Personal information
- Born: 1944 (age 80–81) Taumarunui, New Zealand
- Basketball career

Career history

As a coach:
- 1980–1983: New Zealand under-20
- 1984–1987: New Zealand (assistant)
- 1988–2000: New Zealand
- 1989–1995: Canterbury Rams
- 1996–1997: Hawke's Bay Hawks
- 2015–?: Wales

= Keith Mair =

New Zealand basketball coach and administrator

Alexander Keith Robertson Mair is a New Zealand basketball coach and administrator.
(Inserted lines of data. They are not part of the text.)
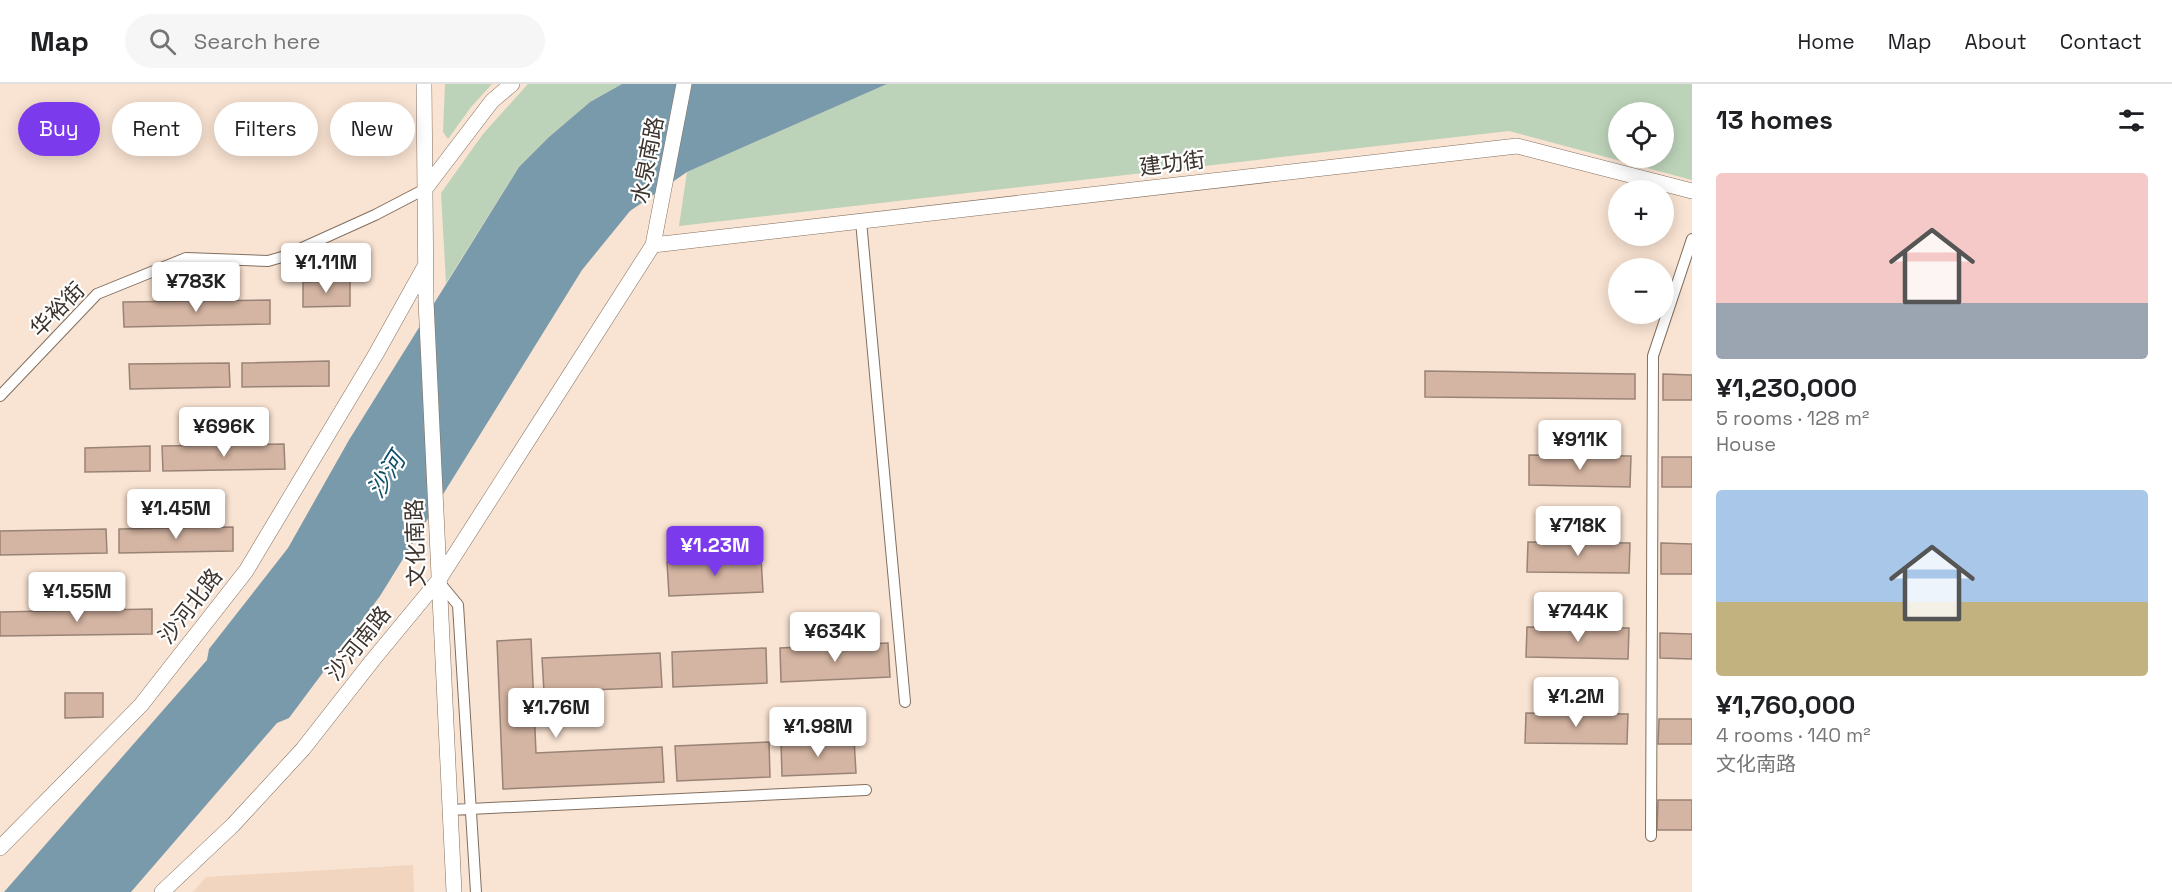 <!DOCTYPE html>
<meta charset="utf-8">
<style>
:root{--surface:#fff;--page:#f6f6f6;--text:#202124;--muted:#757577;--line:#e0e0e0;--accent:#7c3aed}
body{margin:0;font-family:"Space Grotesk","Noto Sans SC",sans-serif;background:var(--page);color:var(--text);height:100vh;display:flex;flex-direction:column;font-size:22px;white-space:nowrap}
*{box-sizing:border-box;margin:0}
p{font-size:20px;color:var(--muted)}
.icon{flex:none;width:33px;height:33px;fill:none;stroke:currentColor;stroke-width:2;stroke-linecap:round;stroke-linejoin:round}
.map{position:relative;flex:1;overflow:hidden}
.panel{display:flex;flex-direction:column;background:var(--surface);width:480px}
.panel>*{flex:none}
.banner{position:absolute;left:18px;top:18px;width:570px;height:54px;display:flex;gap:12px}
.tools{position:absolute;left:1608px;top:18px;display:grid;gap:12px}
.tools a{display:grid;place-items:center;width:66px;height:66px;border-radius:50%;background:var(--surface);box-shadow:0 3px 15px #0003;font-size:30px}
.price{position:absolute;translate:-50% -51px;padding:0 14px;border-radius:6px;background:#fff;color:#222;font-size:20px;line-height:39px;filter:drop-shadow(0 2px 3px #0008)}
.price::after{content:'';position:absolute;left:50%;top:36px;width:18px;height:14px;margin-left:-9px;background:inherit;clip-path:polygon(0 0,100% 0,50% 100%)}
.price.on{background:var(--accent);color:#fff}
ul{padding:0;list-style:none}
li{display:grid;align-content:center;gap:12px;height:318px;padding:0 24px}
li span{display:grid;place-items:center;height:186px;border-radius:6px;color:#555}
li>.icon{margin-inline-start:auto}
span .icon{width:108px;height:108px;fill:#fffc;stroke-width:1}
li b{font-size:26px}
h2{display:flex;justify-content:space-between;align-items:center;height:72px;padding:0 24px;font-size:26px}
.tag{padding:0 21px;border-radius:27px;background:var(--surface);box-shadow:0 3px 15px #0003;font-size:21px;line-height:54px}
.tag.on{background:var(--accent);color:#fff}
header{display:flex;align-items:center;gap:36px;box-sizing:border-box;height:84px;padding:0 30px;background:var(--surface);border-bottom:2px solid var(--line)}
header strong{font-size:28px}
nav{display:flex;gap:33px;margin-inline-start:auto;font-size:21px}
.search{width:420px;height:54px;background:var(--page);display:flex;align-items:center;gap:15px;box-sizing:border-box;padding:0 21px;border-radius:33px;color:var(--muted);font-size:22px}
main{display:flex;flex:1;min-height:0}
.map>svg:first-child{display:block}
</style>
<header>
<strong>Map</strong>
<div class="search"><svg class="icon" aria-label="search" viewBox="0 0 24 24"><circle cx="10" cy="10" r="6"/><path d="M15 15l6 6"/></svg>Search here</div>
<nav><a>Home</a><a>Map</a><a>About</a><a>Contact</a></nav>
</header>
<main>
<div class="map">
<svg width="1692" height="808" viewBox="0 0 1692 808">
<rect width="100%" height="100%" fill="#f9e3d2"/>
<path fill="#f1d5bf" d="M413 781 414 808H193L206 793Z"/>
<path fill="#bcd3b9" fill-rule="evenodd" d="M445 0H492L471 23 448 55 443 48Z
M528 0H622L590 18 549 53 519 83 446 199 441 109 483 50Z
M887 0H1692V96L1509 47 679 142 687 88ZM1618 28H1664V74H1618Z"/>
<path fill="#799aaa" d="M622 0H887L687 88 630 127 582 186 380 512 289 634 277 639 131 808H4L207 576 209 565 288 464 349 356 519 83 549 53 590 18Z"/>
<path fill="#d4b4a2" stroke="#998376" stroke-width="1.5" d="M350 197V222L303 223V198Z
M270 216V240L124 243 123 218Z
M329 277V302L242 303V279Z
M229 279 230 303 130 305 129 280Z
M1425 287 1635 290V315L1425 313Z
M1663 290 1692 291V316H1663Z
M284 360 285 385 163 387 162 362Z
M150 362V387L85 388V364Z
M1529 371 1631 372 1630 403 1529 401Z
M1662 373H1692V403H1662Z
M233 443V467L119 469V445Z
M106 445 107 469 0 471V447Z
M1528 458 1630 459 1629 489 1527 488Z
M1661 459 1692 460V490H1661Z
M761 474 763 508 669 512 667 478Z
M152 525V550L0 552V528Z
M1527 543 1629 544 1628 575 1526 573Z
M1660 549 1692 550V575L1660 574Z
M531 555 536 669 662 663 664 698 503 705 497 557Z
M888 559 890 593 781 598 780 564Z
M766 564 767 599 673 603 672 568Z
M660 569 662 603 544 608 542 574Z
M65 609H103V633L65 634Z
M1526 629 1628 630 1627 660 1525 659Z
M1659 635H1692V660H1658Z
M854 655 856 689 782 692 781 658Z
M769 658 770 693 677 697 675 662Z
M1658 716H1692V746H1657Z"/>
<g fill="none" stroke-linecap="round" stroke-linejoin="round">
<g stroke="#826f5f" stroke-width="12">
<path id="street" d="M861 137 905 618
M0 312 97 210 186 174 268 177 282 173 375 131 425 105
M439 498 458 521 476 808
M450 726 866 706
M1651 752 1653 272 1692 155"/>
</g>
<g stroke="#826f5f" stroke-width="16">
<path id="secondary" d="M424 0 426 217 454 808
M425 105 492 17 512 0
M653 161 1517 62 1692 107
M0 764 141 621 246 487 376 270 424 184
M162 808 233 741 303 665 372 577 438 497 653 161 684 0"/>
</g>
<use href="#street" stroke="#fff" stroke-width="10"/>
<use href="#secondary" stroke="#fff" stroke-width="15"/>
</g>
<g text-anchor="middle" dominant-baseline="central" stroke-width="4.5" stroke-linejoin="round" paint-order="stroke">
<g font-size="22" fill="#3d342e" stroke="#fff">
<text transform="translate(647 76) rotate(-79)">水泉南路</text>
<text transform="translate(1172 79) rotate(-7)">建功街</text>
<text transform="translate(57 225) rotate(-45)">华裕街</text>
<text transform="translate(415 459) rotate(-92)">文化南路</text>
<text transform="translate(190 522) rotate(-52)">沙河北路</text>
<text transform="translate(358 559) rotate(-51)">沙河南路</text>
</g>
<g font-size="24" font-style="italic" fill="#105069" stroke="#fff">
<text transform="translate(386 391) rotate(-58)">沙河</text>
</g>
</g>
</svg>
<div class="tools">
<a><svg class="icon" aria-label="locate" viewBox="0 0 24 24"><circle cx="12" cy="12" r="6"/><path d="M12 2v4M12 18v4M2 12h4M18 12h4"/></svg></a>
<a>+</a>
<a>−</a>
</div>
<b class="price" style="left:326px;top:210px">¥1.11M</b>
<b class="price" style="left:196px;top:229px">¥783K</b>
<b class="price" style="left:224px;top:374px">¥696K</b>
<b class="price" style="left:1580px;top:387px">¥911K</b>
<b class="price" style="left:176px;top:456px">¥1.45M</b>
<b class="price" style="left:1578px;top:473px">¥718K</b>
<b class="price on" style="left:715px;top:493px">¥1.23M</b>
<b class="price" style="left:77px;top:539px">¥1.55M</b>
<b class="price" style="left:1578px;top:559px">¥744K</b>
<b class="price" style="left:835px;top:579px">¥634K</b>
<b class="price" style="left:1576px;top:644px">¥1.2M</b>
<b class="price" style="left:556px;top:655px">¥1.76M</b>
<b class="price" style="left:818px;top:674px">¥1.98M</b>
<div class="banner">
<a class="tag on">Buy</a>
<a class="tag">Rent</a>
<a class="tag">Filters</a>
<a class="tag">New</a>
</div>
</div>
<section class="panel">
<h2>13 homes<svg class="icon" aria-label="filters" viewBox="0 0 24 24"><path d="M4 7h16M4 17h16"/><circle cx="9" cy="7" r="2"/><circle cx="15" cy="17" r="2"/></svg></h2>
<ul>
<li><span style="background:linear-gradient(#f6c9c9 70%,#9aa5b1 0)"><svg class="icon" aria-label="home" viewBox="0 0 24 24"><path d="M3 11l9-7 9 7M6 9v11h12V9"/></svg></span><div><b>¥1,230,000</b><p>5 rooms · 128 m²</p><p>House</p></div></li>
<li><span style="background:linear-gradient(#a9c7e8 60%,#c2b280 0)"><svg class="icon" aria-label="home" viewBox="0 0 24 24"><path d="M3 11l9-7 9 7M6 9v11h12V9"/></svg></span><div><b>¥1,760,000</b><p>4 rooms · 140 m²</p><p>文化南路</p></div></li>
</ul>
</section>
</main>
He was head coach of the New Zealand men's national basketball team from 1988 to 2000.

==Biography==
Mair was born in Taumarunui in 1944, and grew up there. After leaving school, he studied accountancy at Victoria University of Wellington, and later became a teacher at Timaru Boys' High School. After suffering a knee injury when he was 25 years old, Mair took up basketball coaching. He coached the Timaru Boys' High School team to the national secondary schools championship title in 1981.

In 1980, Mair was appointed coach of the New Zealand under-20 team, before becoming assistant coach of the national men's side, the Tall Blacks, in 1984. He was promoted to head coach of the national team in 1988, and held the role for 13 years. During his tenure, the Tall Blacks achieved their first servies win against England in 1990, and series wins against Japan (1990 and 1994), South Korea (1996) and England (2000). He coached the Tall Blacks to win the William Jones Cup in 2000, and also took them to the 2000 Olympic Games, the first Olympics appearance by the New Zealand basketball team.

Mair coached the Canterbury Rams between 1989 and 1995, followed by two seasons as coach of the Hawke's Bay Hawks. He served 18 years as a board member of Basketball New Zealand.

Mair moved to Britain in 2003, becoming chief executive of Basketball England for the next 10 years. He was also a director of the British Basketball Federation and a member of the Finance Commission of FIBA Europe. He was appointed head coach of the Wales men's national basketball team in 2015, and is chair of Basketball Wales.

In the 2015 Queen's Birthday Honours, Mair was appointed an Officer of the New Zealand Order of Merit, for services to basketball.